Based on what you wrote I would say Google, because they have so much more to lose. That data is really really valuable to them, whereas to Apple it isn't really.
The point is that it’s not their data and they shouldn’t have it in the first place. It’s your data. I mean do what you want, but I believe your logic here is based on fundamentally incorrect initial assumptions.
The point isn’t which protects your data better from outside breaches (though I would argue Apple does a better job of protecting its phones), but how they use your data and who they can expose it to. Apple provides storage. Google sifts through your data to help them direct you towards products from which they can get kickbacks. It’s not some external entity that you have to worry about. It’s the company to whom you send all your data. And this isn’t conjecture. The only reason Google collects all that data is so they can advertise to you better. The only question is whether you trust that they’ll keep that data usage on the right side of your personal ethical line in the sand. I don’t think Google would sell your dick pics to a third party to make a quick buck. But I also wouldn’t put it past them to use them to figure out what kind of porn you like and help sex toy manufacturers to target you in their ads.
It could be that I've blocked ads in my network or my extreme hate for ads lead to have unpopular opinion about it.
Every company uses my data for analytic purposes.
Ads that I do see in google play are almost same as I see in apple store. Both take my data and try to serve me the best. In fact, I don't think it's necessary evil but what bothers me is pretending that one company save my data better or make me believe they don't analyse my data.
Everybody does it, who says it does not analyse your data, he is lying.
You know apple has news-advertising and searchads that is based on iAds[1] ? Trust me, they need your data to work properly!
If Apple decided to downsize and focus on their core competency, which part of the company do you think they would deem essential to their business? I am sure they make decent money on all their stuff but Apple has also taken a public stance on privacy and their devices aren’t seemingly backdoored as seen in the LEAs trying to get help unlocking them and being told by Apple that they can’t help.

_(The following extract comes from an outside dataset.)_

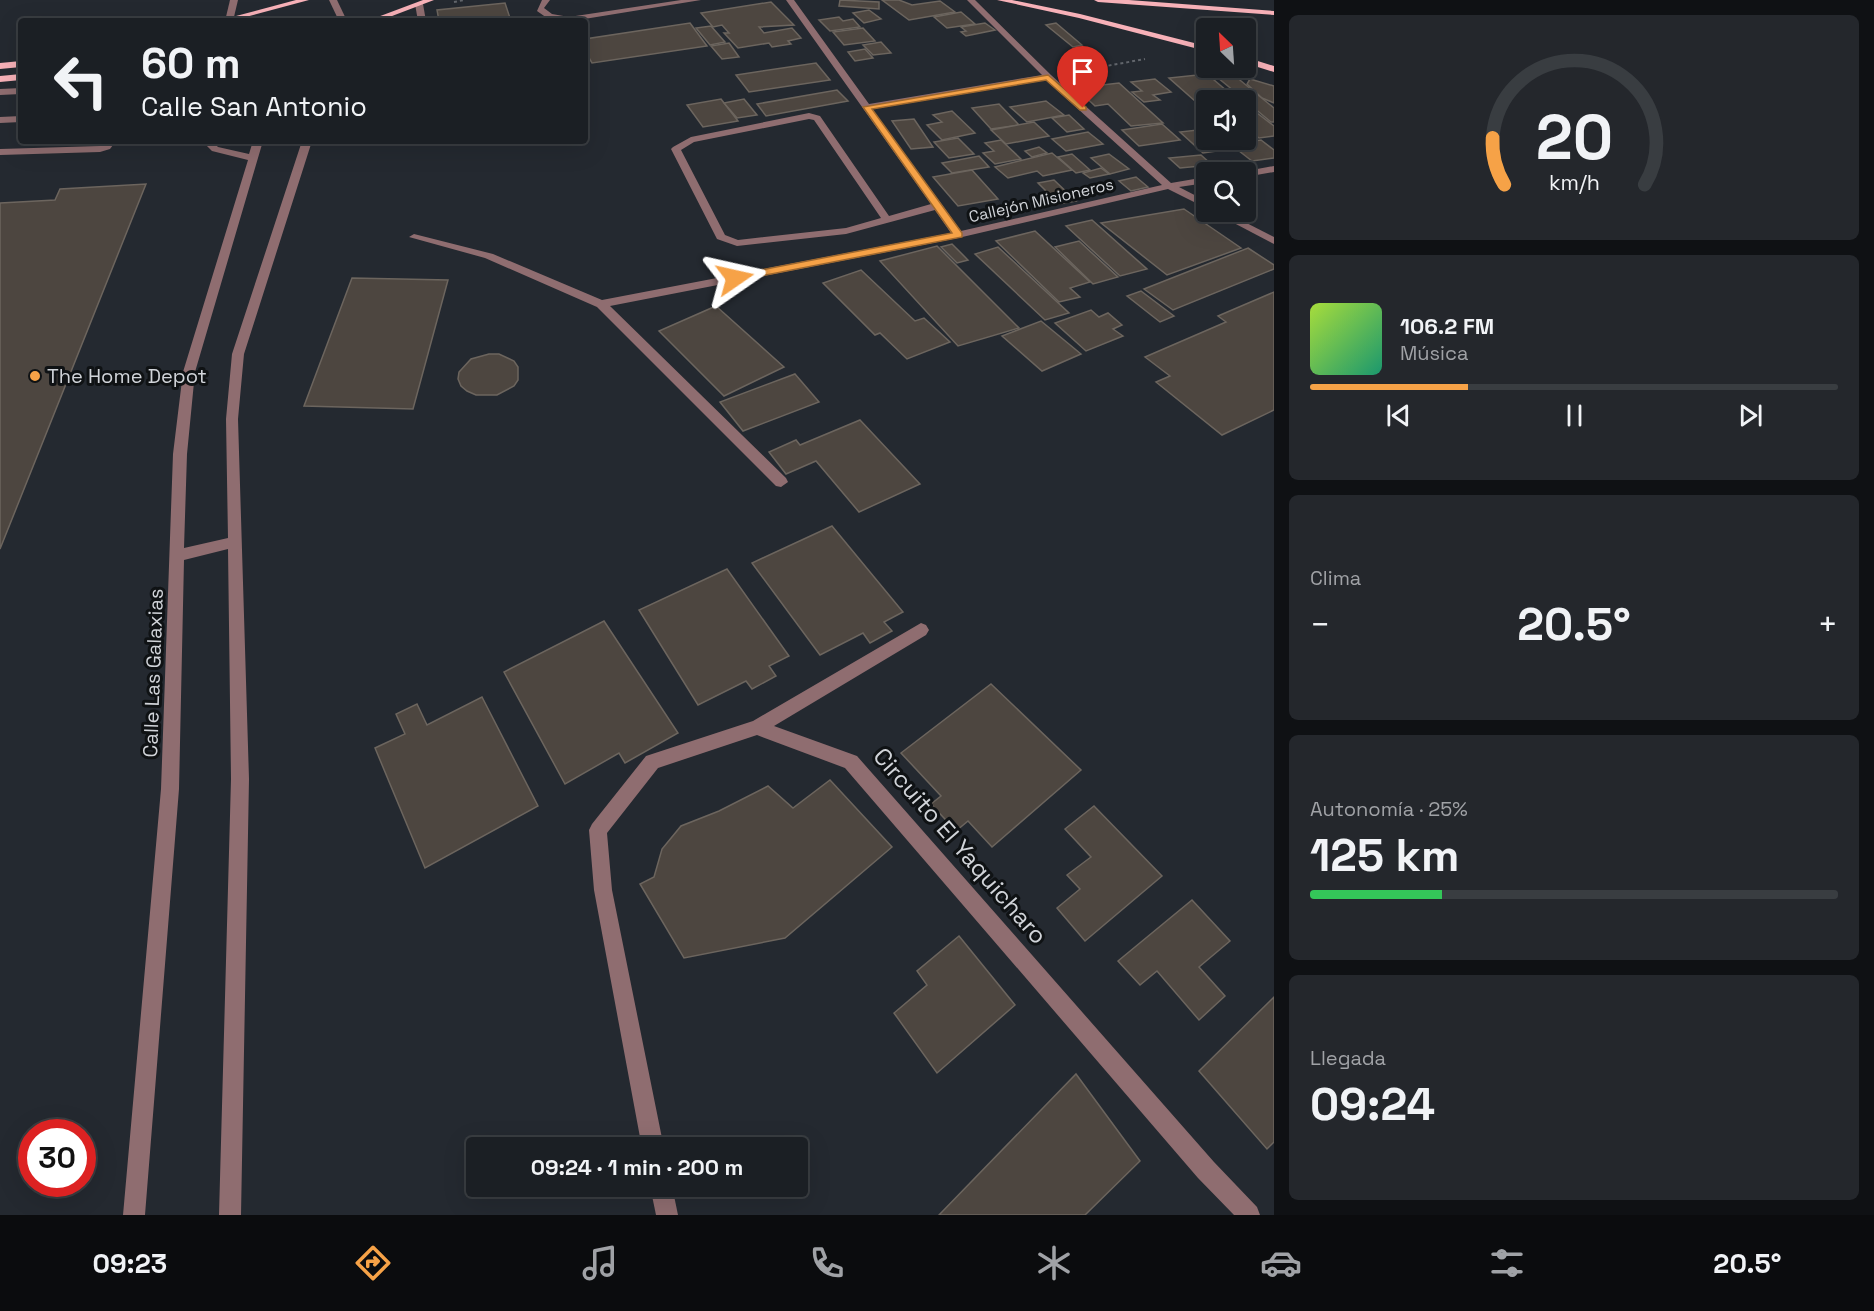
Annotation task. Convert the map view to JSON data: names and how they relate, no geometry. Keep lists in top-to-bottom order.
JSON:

Look it all comes down to trust and I see way fewer reasons to trust Google than Apple. Both deserve a baseline measure of mistrust, but Google has all the incentive to spy on you while Apple has little to none. And when it comes to investigations of “why do you have this data in the first place?” Google’s answer is “we need it to advertise” while Apple’s can only be “we need it for this specific service” and if they fail to show why, they are liable. Google and Facebook have a virtually identical business model: collect, aggregate, advertise. If you don’t trust Facebook, why would you trust Google?
> dropped plans to let iPhone users fully encrypt backups of their devices in the company's iCloud service after the FBI complained that the move would harm investigations
If you are referring to FBI-Apple dispute, if apple is complying with Chinese government, it will comply with USA government. That is how things are.
I'm not defending google, far away from it. They are not much better but they protect user data exactly because apple make fun of them. They now do extreme measures just to protect the privacy so they will not destroy their reputation even more.
No company with surveillance capitalism as their business model should be allowed access to health data from an acquired company without the user explicitly opting in.
However, I sincerely doubt Fitbit would have been worth anywhere near as much under those conditions.
The reason why it's difficult for them to compete with Apple and Samsung isn't readily apparent to me. There still seems to be a large hole in the smartwatch market for a GOOD Android-compatible smartwatch. There are a lot of options, but, to me, none of them are as polished or feature-heavy as the Apple Watch. It doesn't seem that one of these companies would need access to any special internal APIs or anything to be competitive, so I don't see what Google could add other than lots of money and SWE hours.
If Google wants to compete in this space they should have been forced to build it themselves. IMO letting Fitbit die would have been better for users privacy-wise.
I'm a long time Fitbit user and I think their products are great. From that perspective I'm just happy that they will survive.
> so I don't see what Google could add other than lots of money and SWE hours
That matters.
> IMO letting Fitbit die would have been better for users privacy-wise.
Have you seen what some companies do when they are on the brink of insolvency? They start firing engineers, best practices lapse, and they start monetizing everything.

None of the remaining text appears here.